At the same time, it is important for the SVG community to respect the facts that a) standards development is hard work involving intense amounts of behind-the-scenes work with validation, test suites, conformance and other magical things I don't pretend to understand b) the WG already has a large agenda mandated by the standards process and c) there are not that many individuals in the WG to be able to do all the work already present. In part, this is why the SVG-IG has come into existence: to help with the workload (and hopefully, to shrink it at least as much as we add to it.)

So, without appearing to dump a giant chunk of work onto the WG*, I'd like to suggest that we have some discussions about new classes of effects for the SVG spec, under a couple of provisos: 1. let's realize that these are not responses to a candidate or current draft and 2) spec writers usually prefer it[1] when users structure the discussion of needs in a vocabulary and syntax that spec writers themselves use: use cases, disambiguation, validation, ontologies, and so forth. That is, if we can make our needs clear, document how or why the current spec doesn't do something, provide multiple situations (use cases) in which the feature could be useful (to the arts or sciences -- while recognizing that usefulness can mean very different things to different communities) , and perhaps, even suggest how the syntax of the feature might be expressed, then in such a case, the IG might reach consensus that a given feature be recommended to the WG for inclusion in "a future spec." The reason for saying "a future spec" is that, as I understand it, the W3C requires rather extensive amounts of work from a WG depending on the stage at which a given current spec is in its progression from draft to recommendation. I don't believe it would be in anyone's interest to derail any progress currently underway. We like SVG!

Some Suggestions:

I will discuss the following: the <contour>, an object consisting of concentric subpaths (closed curves) that instructs the gadget-browser[2] to interpolate those subpaths into something resembling a path filled with a gradient that is considerably more flexible than the radial or linear gradients, applied as effects.

A syntactically similar notion is the <superpath>. Like the <contour> it has <path> elements within it, but those path elements are never closed by z in their "d" attribute and represent the different borders that a given region might share with its neighbors (as in a geopolitical map). It is likely to be used both for map processing, graph theoretic purposes (like diagramming), animation, and for layout (that is more flexible than the HTML table or its CSS counterparts since it affiliates regions, connections and boundaries of arbitrary partitions of the plane)..

Also included (with increasingly less clarity in my mind as to exactly how they would work are the doodle, the editable attribute for <path>s and for certain <animate>s, the editable <sound> and the fractal (is it a basic shape or is it a filter?).

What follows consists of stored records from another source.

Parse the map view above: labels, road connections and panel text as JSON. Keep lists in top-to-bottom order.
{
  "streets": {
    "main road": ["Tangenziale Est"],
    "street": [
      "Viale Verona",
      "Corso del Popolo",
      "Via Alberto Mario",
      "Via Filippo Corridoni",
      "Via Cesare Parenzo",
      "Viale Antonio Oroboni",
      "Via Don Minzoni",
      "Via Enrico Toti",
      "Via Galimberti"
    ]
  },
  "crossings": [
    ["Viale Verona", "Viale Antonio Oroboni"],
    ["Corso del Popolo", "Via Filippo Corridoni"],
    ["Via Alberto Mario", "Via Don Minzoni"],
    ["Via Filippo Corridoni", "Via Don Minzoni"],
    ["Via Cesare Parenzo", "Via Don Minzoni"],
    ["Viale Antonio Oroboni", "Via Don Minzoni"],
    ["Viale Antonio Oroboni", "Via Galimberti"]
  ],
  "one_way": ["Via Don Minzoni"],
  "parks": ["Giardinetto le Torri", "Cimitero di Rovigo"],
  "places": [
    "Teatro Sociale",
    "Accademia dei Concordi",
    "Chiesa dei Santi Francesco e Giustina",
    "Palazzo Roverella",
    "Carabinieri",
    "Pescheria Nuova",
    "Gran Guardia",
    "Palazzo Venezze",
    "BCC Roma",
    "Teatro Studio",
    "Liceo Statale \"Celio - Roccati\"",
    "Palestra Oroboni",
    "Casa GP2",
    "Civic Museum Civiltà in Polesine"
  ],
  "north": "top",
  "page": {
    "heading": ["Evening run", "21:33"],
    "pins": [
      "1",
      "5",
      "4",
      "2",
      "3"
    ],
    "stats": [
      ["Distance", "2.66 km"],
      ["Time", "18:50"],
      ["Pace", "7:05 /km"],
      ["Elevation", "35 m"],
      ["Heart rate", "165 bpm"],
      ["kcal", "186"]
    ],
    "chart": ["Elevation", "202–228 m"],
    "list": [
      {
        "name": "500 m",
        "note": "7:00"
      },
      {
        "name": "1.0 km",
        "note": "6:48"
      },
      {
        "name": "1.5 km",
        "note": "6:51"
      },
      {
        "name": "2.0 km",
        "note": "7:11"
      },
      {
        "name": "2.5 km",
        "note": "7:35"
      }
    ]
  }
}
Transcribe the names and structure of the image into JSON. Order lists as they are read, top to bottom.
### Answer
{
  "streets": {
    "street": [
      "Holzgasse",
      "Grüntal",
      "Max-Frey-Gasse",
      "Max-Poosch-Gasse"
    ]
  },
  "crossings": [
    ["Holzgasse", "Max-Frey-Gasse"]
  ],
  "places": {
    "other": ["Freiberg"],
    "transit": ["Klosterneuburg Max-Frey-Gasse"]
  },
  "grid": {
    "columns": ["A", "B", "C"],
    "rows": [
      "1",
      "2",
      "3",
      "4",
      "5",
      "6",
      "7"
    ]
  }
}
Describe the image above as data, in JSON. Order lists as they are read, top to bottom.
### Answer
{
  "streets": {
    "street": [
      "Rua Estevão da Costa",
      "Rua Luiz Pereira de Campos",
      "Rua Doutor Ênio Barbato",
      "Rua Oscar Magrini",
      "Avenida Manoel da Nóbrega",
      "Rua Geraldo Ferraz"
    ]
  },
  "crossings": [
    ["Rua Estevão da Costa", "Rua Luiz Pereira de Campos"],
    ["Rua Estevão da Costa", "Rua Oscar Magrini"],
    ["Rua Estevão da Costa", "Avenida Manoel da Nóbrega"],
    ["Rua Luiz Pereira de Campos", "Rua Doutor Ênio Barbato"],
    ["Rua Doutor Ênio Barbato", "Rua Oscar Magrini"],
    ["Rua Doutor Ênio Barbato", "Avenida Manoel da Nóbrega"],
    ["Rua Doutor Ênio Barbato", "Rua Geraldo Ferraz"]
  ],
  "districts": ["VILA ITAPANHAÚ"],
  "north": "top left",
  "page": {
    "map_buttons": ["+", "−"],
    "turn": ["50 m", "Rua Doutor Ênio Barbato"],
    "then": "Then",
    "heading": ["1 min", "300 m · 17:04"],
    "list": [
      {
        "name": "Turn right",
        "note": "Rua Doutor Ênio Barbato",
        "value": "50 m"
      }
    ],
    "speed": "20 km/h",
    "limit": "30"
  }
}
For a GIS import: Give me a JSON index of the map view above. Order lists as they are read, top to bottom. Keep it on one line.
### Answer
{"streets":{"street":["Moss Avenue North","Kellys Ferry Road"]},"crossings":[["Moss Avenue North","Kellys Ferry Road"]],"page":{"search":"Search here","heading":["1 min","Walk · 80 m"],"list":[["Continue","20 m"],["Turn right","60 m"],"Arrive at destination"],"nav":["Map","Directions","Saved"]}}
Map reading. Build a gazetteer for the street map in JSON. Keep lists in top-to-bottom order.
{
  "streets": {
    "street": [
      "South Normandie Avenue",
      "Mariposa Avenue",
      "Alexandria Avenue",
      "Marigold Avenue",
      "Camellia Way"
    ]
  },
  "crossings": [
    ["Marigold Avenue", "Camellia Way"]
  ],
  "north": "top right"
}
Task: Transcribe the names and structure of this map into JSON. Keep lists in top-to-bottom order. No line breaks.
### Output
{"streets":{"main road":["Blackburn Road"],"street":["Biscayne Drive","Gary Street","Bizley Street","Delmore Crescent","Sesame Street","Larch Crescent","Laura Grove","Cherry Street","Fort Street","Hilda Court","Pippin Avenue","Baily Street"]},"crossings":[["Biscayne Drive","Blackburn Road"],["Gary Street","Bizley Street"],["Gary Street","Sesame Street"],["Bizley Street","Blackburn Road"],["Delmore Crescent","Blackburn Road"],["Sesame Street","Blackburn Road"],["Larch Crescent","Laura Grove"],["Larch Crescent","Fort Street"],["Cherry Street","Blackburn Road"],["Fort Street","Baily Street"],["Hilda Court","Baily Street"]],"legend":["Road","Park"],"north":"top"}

Speaking of filters, I believe the universe of possible filters (like the class of permutations of strings) is a large set. While, we might observe that a small number of primitives may suffice to generate all expressions in that expressive realm[3] I am not clear how best to optimize the size of that set, and to make matters worse, I think the boundary between filters and transforms occasionally becomes blurry -- perhaps because of Photoshop's inclusion of "distort" options in the fillter menu while simpler transforms live in the edit menu. Given the already rather high learning curve (so It would seem based on the expertise level of the audience that might show up for a workshop on filters) associated with filters, I think we should exercise caution about expanding that set too quickly. I am reminded of how quickly Kai's Power Tools became accessible as Photoshop plugins In the 1980's so we may wish to consider extensible grammars in this area. Nevertheless, I have three things to say on this topic: spherize and pinch (as either transforms or filters) are quite handy (owing to their relationship to common lenses) and a mechanism for weaving pictures together as in could prove useful both in artistic and cryptological communities[4]. Last and foremost it'd be nice to have a filter to convert bitmaps to paths like apparently happens in the diffusion curves video at . The fellow from Los Alamos at SVG Open 2007 was doing pretty cool stuff with SVG and realtime data processing of scenes -- his algorithms were quite fast though USDOE has gotten rather stuck with cost recovery lately so I don't know if the stuff is still covered by the "works of the US govt / copyright" proviso. If nothing else the stuff that Adobe was doing in its early Illustrator (88) and the stuff in Inkscape (which is pretty darn sophisticated) and NIH image would give us an ample start in that direction.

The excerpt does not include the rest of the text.